What you will do:
Down to the last character, repeat the entries beneath this task.
===== Given information
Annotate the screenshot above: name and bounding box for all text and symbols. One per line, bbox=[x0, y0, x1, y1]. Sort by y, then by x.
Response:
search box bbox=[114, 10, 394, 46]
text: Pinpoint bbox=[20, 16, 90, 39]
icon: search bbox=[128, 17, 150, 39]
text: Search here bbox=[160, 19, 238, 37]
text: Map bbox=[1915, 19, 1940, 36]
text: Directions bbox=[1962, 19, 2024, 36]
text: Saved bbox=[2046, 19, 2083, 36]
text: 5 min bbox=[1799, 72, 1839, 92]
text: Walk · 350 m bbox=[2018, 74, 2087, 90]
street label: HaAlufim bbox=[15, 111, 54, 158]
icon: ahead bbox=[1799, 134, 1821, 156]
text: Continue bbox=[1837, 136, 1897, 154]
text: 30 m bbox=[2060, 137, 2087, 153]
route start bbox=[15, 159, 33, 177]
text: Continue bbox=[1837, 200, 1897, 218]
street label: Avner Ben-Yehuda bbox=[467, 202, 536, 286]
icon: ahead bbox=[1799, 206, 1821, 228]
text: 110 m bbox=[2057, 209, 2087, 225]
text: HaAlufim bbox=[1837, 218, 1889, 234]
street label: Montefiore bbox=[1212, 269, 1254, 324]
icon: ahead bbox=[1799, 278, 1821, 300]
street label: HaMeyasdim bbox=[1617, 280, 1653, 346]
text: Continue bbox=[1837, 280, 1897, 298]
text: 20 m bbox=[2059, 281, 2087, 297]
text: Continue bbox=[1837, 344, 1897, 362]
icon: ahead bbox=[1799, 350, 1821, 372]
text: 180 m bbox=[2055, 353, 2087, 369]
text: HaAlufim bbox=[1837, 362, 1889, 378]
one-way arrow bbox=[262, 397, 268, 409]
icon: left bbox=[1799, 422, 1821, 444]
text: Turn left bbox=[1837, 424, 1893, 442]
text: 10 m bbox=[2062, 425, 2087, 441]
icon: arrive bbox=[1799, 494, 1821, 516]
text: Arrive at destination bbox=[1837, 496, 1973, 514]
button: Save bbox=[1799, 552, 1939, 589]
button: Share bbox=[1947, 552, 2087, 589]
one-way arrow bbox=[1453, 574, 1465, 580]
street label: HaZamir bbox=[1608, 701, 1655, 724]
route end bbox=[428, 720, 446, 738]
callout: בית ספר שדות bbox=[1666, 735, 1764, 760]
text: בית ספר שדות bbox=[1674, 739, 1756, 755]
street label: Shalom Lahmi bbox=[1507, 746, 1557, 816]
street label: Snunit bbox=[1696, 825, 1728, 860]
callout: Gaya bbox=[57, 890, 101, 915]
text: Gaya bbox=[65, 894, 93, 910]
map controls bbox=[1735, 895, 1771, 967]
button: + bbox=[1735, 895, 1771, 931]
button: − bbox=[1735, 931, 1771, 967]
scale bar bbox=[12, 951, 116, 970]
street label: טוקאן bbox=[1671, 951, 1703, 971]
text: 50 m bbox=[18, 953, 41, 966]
==========
Response to the exercise:
Annotate the screenshot above: name and bounding box for all text and symbols. One per line, bbox=[x0, y0, x1, y1]. Sort by y, then by x.
Response:
search box bbox=[114, 10, 394, 46]
text: Pinpoint bbox=[20, 16, 90, 39]
icon: search bbox=[128, 17, 150, 39]
text: Search here bbox=[160, 19, 238, 37]
text: Map bbox=[1915, 19, 1940, 36]
text: Directions bbox=[1962, 19, 2024, 36]
text: Saved bbox=[2046, 19, 2083, 36]
text: 5 min bbox=[1799, 72, 1839, 92]
text: Walk · 350 m bbox=[2018, 74, 2087, 90]
street label: HaAlufim bbox=[15, 111, 54, 158]
icon: ahead bbox=[1799, 134, 1821, 156]
text: Continue bbox=[1837, 136, 1897, 154]
text: 30 m bbox=[2060, 137, 2087, 153]
route start bbox=[15, 159, 33, 177]
text: Continue bbox=[1837, 200, 1897, 218]
street label: Avner Ben-Yehuda bbox=[467, 202, 536, 286]
icon: ahead bbox=[1799, 206, 1821, 228]
text: 110 m bbox=[2057, 209, 2087, 225]
text: HaAlufim bbox=[1837, 218, 1889, 234]
street label: Montefiore bbox=[1212, 269, 1254, 324]
icon: ahead bbox=[1799, 278, 1821, 300]
street label: HaMeyasdim bbox=[1617, 280, 1653, 346]
text: Continue bbox=[1837, 280, 1897, 298]
text: 20 m bbox=[2059, 281, 2087, 297]
text: Continue bbox=[1837, 344, 1897, 362]
icon: ahead bbox=[1799, 350, 1821, 372]
text: 180 m bbox=[2055, 353, 2087, 369]
text: HaAlufim bbox=[1837, 362, 1889, 378]
one-way arrow bbox=[262, 397, 268, 409]
icon: left bbox=[1799, 422, 1821, 444]
text: Turn left bbox=[1837, 424, 1893, 442]
text: 10 m bbox=[2062, 425, 2087, 441]
icon: arrive bbox=[1799, 494, 1821, 516]
text: Arrive at destination bbox=[1837, 496, 1973, 514]
button: Save bbox=[1799, 552, 1939, 589]
button: Share bbox=[1947, 552, 2087, 589]
one-way arrow bbox=[1453, 574, 1465, 580]
street label: HaZamir bbox=[1608, 701, 1655, 724]
route end bbox=[428, 720, 446, 738]
callout: בית ספר שדות bbox=[1666, 735, 1764, 760]
text: בית ספר שדות bbox=[1674, 739, 1756, 755]
street label: Shalom Lahmi bbox=[1507, 746, 1557, 816]
street label: Snunit bbox=[1696, 825, 1728, 860]
callout: Gaya bbox=[57, 890, 101, 915]
text: Gaya bbox=[65, 894, 93, 910]
map controls bbox=[1735, 895, 1771, 967]
button: + bbox=[1735, 895, 1771, 931]
button: − bbox=[1735, 931, 1771, 967]
scale bar bbox=[12, 951, 116, 970]
street label: טוקאן bbox=[1671, 951, 1703, 971]
text: 50 m bbox=[18, 953, 41, 966]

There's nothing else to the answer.